[Exercise instructions] Lines before the one with "Municipal<br>de San Marcos</span>" are left out; return that line and all that follow it, exactly, through the end of the data.

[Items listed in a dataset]
'''
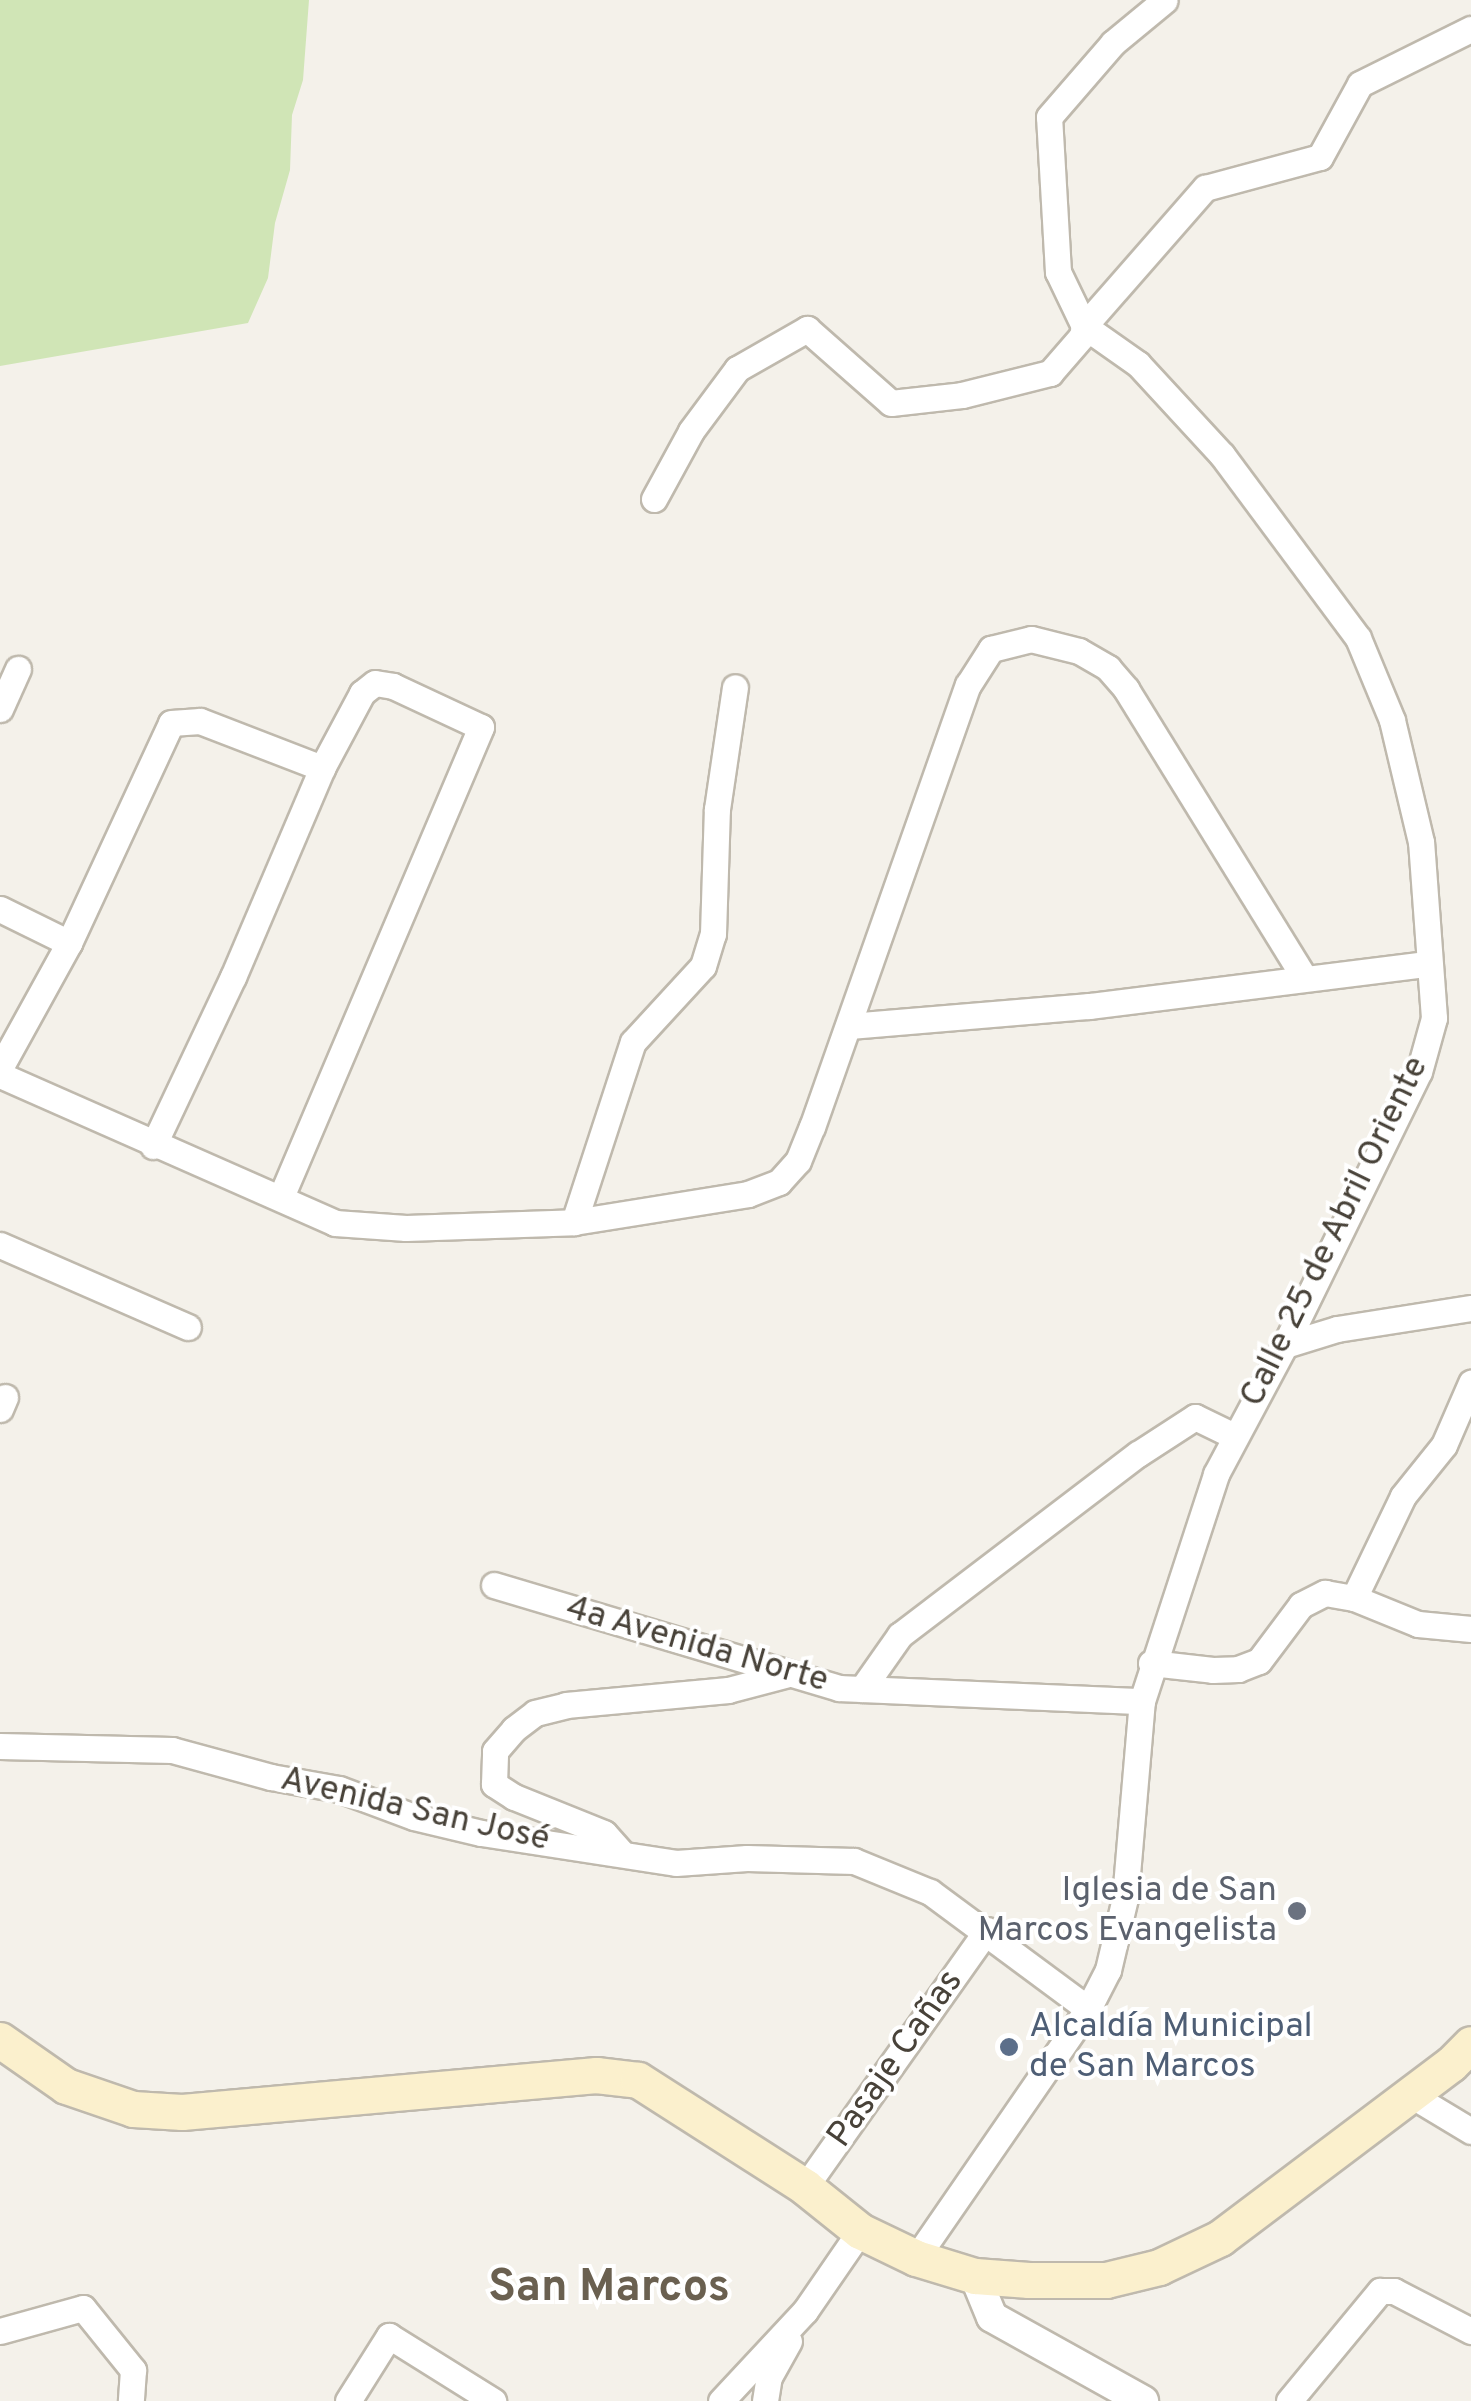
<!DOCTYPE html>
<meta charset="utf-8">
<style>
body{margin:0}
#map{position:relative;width:1471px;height:2401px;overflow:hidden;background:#f4f1ea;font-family:Overpass,sans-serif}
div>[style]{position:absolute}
.green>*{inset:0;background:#d0e5b6}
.roads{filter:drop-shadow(2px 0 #bfb9ad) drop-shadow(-2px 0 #bfb9ad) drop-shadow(0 2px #bfb9ad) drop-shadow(0 -2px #bfb9ad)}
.minor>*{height:25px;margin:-12.5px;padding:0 12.5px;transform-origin:12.5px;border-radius:12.5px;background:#fff}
.tertiary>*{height:30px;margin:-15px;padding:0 15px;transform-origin:15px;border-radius:15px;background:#fff}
.secondary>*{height:35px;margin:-17.5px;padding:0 17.5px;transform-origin:17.5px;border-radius:17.5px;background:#fbf0cd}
.dots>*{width:28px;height:28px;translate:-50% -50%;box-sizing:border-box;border:5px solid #fff;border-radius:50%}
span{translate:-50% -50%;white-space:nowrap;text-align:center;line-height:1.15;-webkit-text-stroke:8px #fff;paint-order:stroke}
.street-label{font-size:35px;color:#484239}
.worship-label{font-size:35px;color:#5b616d}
.right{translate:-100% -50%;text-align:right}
.service-label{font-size:35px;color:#4e5e75}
.left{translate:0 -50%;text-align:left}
.district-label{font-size:45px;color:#6a6050;font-weight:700}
</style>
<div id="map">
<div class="green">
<div style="clip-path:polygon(0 0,309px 0,303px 80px,292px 115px,290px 170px,275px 223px,268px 278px,248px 323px,0 366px)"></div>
</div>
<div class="roads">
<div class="minor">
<div style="left:654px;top:499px;width:77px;rotate:-61.4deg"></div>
<div style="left:691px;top:431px;width:77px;rotate:-53.4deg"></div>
<div style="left:737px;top:369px;width:81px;rotate:-29.7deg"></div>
<div style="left:807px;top:329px;width:112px;rotate:41.4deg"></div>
<div style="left:891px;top:403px;width:71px;rotate:-6.4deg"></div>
<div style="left:962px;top:395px;width:91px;rotate:-14deg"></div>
<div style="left:1050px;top:373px;width:49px;rotate:-49.1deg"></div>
<div style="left:1082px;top:336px;width:10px;rotate:-79deg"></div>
<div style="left:1084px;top:326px;width:184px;rotate:-48.8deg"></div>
<div style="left:1205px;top:188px;width:119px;rotate:-15.1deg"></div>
<div style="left:1320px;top:157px;width:83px;rotate:-61.3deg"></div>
<div style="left:1360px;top:84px;width:124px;rotate:-26.4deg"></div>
<div style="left:0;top:709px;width:44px;rotate:-65.8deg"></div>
<div style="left:0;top:909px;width:77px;rotate:26.2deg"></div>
<div style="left:850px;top:1026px;width:240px;rotate:-4.8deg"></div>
<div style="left:1089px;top:1006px;width:342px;rotate:-7.1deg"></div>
<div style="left:0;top:1068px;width:143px;rotate:-61.1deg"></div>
<div style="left:69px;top:943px;width:242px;rotate:-65.1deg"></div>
<div style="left:171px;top:723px;width:29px;rotate:-4deg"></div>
<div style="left:200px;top:721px;width:131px;rotate:21.1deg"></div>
<div style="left:0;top:1075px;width:366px;rotate:23.8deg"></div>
<div style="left:335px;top:1223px;width:71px;rotate:4deg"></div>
<div style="left:406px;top:1228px;width:168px;rotate:-2deg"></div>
<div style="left:574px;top:1222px;width:176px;rotate:-9.1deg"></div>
<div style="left:748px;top:1194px;width:33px;rotate:-21deg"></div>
<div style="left:779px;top:1182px;width:28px;rotate:-48deg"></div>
<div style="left:798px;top:1161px;width:37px;rotate:-68deg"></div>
<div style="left:812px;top:1127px;width:469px;rotate:-70.6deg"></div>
<div style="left:968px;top:685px;width:43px;rotate:-57.4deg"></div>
<div style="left:991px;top:649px;width:41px;rotate:-14deg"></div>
<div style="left:1031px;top:639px;width:49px;rotate:14deg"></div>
<div style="left:1079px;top:651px;width:34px;rotate:30deg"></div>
<div style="left:1108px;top:668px;width:28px;rotate:49deg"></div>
<div style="left:1126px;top:689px;width:337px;rotate:58.3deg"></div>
<div style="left:153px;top:1146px;width:187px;rotate:-64.7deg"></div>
<div style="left:233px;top:977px;width:227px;rotate:-66.9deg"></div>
<div style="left:322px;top:768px;width:85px;rotate:-61.9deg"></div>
<div style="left:362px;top:693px;width:16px;rotate:-38deg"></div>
<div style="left:375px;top:683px;width:18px;rotate:9deg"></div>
<div style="left:393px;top:686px;width:97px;rotate:25deg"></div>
<div style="left:481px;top:727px;width:511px;rotate:113.05deg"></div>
<div style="left:574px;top:1222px;width:189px;rotate:-71.9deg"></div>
<div style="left:633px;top:1042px;width:103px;rotate:-47.4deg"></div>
<div style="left:703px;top:966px;width:34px;rotate:-73deg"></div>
<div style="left:713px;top:934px;width:125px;rotate:-88.2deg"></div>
<div style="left:717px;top:809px;width:123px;rotate:-81.6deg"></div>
<div style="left:0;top:1245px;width:205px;rotate:23.6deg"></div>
<div style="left:1285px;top:1345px;width:54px;rotate:-17.1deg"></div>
<div style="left:1337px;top:1329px;width:136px;rotate:-8.9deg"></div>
<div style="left:0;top:1409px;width:13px;rotate:-67deg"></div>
<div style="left:494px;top:1585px;width:360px;rotate:16.6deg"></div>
<div style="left:839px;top:1688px;width:303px;rotate:2.5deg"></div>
<div style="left:1354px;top:1598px;width:113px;rotate:-64.3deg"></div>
<div style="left:1403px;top:1496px;width:65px;rotate:-51.2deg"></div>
<div style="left:1444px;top:1445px;width:68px;rotate:-66.5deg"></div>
<div style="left:1151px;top:1663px;width:62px;rotate:6.4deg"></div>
<div style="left:1213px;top:1670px;width:25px;rotate:-2deg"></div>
<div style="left:1238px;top:1669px;width:22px;rotate:-21deg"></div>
<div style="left:1259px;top:1661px;width:70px;rotate:-53.1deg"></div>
<div style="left:1301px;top:1605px;width:27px;rotate:-27deg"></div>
<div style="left:1325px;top:1593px;width:29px;rotate:10deg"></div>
<div style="left:1354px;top:1598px;width:69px;rotate:22.1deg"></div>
<div style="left:1418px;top:1624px;width:53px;rotate:5.4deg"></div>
<div style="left:862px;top:1689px;width:66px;rotate:-54.9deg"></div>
<div style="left:900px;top:1635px;width:299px;rotate:-37.3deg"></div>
<div style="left:1138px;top:1454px;width:68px;rotate:-33deg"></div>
<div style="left:1195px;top:1417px;width:43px;rotate:26deg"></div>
<div style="left:0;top:1746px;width:172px;rotate:1.3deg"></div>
<div style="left:172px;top:1750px;width:103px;rotate:15.3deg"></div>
<div style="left:271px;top:1777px;width:69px;rotate:10deg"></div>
<div style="left:339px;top:1789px;width:80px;rotate:20.5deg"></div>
<div style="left:414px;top:1817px;width:69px;rotate:13.4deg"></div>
<div style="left:481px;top:1833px;width:197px;rotate:8.7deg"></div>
<div style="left:676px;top:1863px;width:71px;rotate:-4deg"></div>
<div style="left:747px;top:1858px;width:107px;rotate:1.6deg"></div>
<div style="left:854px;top:1861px;width:82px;rotate:22.2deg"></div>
<div style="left:930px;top:1892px;width:197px;rotate:36.5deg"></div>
<div style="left:621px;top:1852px;width:25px;rotate:-132deg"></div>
<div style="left:604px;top:1833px;width:97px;rotate:-158.2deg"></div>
<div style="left:514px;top:1797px;width:24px;rotate:-147deg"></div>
<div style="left:494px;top:1784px;width:33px;rotate:-88deg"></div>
<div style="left:495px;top:1751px;width:29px;rotate:-49deg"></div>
<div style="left:514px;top:1729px;width:26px;rotate:-37deg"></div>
<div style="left:535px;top:1713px;width:32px;rotate:-14deg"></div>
<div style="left:566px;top:1705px;width:163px;rotate:-5.3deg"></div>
<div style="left:728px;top:1690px;width:59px;rotate:-14.7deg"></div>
<div style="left:1411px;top:2095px;width:70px;rotate:31deg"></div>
<div style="left:805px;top:2187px;width:315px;rotate:-54.7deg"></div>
<div style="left:916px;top:2258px;width:303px;rotate:-55.4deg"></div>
<div style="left:1088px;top:2009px;width:44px;rotate:-62.9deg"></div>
<div style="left:1108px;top:1970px;width:74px;rotate:-76.7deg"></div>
<div style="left:1125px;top:1898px;width:198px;rotate:-85.1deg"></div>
<div style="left:1142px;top:1701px;width:239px;rotate:-71.9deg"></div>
<div style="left:1216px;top:1474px;width:146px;rotate:-61.9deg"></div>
<div style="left:1285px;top:1345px;width:304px;rotate:-63.9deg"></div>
<div style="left:1419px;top:1072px;width:56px;rotate:-74.5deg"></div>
<div style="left:1434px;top:1018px;width:176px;rotate:-94.2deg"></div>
<div style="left:1421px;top:842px;width:125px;rotate:-103.4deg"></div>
<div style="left:1392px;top:720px;width:89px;rotate:-112.5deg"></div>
<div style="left:1358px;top:638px;width:228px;rotate:-126.6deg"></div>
<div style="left:1222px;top:455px;width:124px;rotate:-132.7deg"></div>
<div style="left:1138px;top:364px;width:66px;rotate:-144.9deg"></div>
<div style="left:1084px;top:326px;width:60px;rotate:-115.7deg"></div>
<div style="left:1058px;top:272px;width:155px;rotate:-93.3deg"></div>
<div style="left:1049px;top:117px;width:98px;rotate:-49.1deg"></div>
<div style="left:1113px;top:43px;width:67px;rotate:-39.6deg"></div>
<div style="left:0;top:2331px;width:86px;rotate:-15.5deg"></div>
<div style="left:83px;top:2308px;width:80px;rotate:51.1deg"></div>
<div style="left:133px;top:2370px;width:31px;rotate:94deg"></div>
<div style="left:348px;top:2401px;width:77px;rotate:-57.8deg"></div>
<div style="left:389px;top:2336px;width:123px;rotate:32deg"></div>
<div style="left:721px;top:2401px;width:123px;rotate:-47deg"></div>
<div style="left:805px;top:2311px;width:97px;rotate:-55.5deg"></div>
<div style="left:765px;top:2401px;width:24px;rotate:-81deg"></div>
<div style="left:769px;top:2377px;width:41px;rotate:-60.9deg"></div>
<div style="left:1289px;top:2401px;width:143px;rotate:-50.4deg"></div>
<div style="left:1380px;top:2291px;width:14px"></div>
<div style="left:1394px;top:2291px;width:87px;rotate:27.5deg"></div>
</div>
<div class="tertiary">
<div style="left:975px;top:2276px;width:44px;rotate:67.5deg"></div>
<div style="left:992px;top:2317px;width:173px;rotate:29.1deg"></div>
</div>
<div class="secondary">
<div style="left:0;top:2040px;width:80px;rotate:34.9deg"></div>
<div style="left:66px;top:2086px;width:71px;rotate:18.9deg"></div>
<div style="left:133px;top:2109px;width:49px;rotate:3.5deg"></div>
<div style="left:182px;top:2112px;width:416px;rotate:-5.1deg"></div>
<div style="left:596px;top:2075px;width:42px;rotate:6.8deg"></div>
<div style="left:638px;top:2080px;width:198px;rotate:32.6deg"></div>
<div style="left:805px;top:2187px;width:70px;rotate:38.7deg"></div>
<div style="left:860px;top:2231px;width:62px;rotate:25.7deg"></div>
<div style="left:916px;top:2258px;width:62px;rotate:17deg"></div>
<div style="left:975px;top:2276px;width:54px;rotate:4.2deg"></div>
<div style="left:1029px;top:2280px;width:77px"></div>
<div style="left:1106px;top:2280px;width:55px;rotate:-13.8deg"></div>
<div style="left:1159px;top:2267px;width:68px;rotate:-25.4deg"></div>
<div style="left:1220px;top:2238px;width:289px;rotate:-37deg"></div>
<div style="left:1451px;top:2064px;width:28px;rotate:-45deg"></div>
</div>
</div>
<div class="dots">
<div style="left:1297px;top:1911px;background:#6b7280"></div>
<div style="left:1009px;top:2047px;background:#5c6f8a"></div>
</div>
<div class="street-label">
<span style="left:1335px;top:1232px;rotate:-64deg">Calle 25 de Abril Oriente</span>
<span style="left:697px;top:1645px;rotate:16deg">4a Avenida Norte</span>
<span style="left:415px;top:1810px;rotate:13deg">Avenida San José</span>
<span style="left:896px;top:2059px;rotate:-55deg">Pasaje Cañas</span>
</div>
<div class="worship-label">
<span class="right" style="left:1277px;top:1911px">Iglesia de San<br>Marcos Evangelista</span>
</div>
<div class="service-label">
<span class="left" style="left:1029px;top:2047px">Alcaldía Municipal<br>de San Marcos</span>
</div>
<div class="district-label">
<span style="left:609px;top:2289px">San Marcos</span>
</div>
</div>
'''
[Output of the task]
<span class="left" style="left:1029px;top:2047px">Alcaldía Municipal<br>de San Marcos</span>
</div>
<div class="district-label">
<span style="left:609px;top:2289px">San Marcos</span>
</div>
</div>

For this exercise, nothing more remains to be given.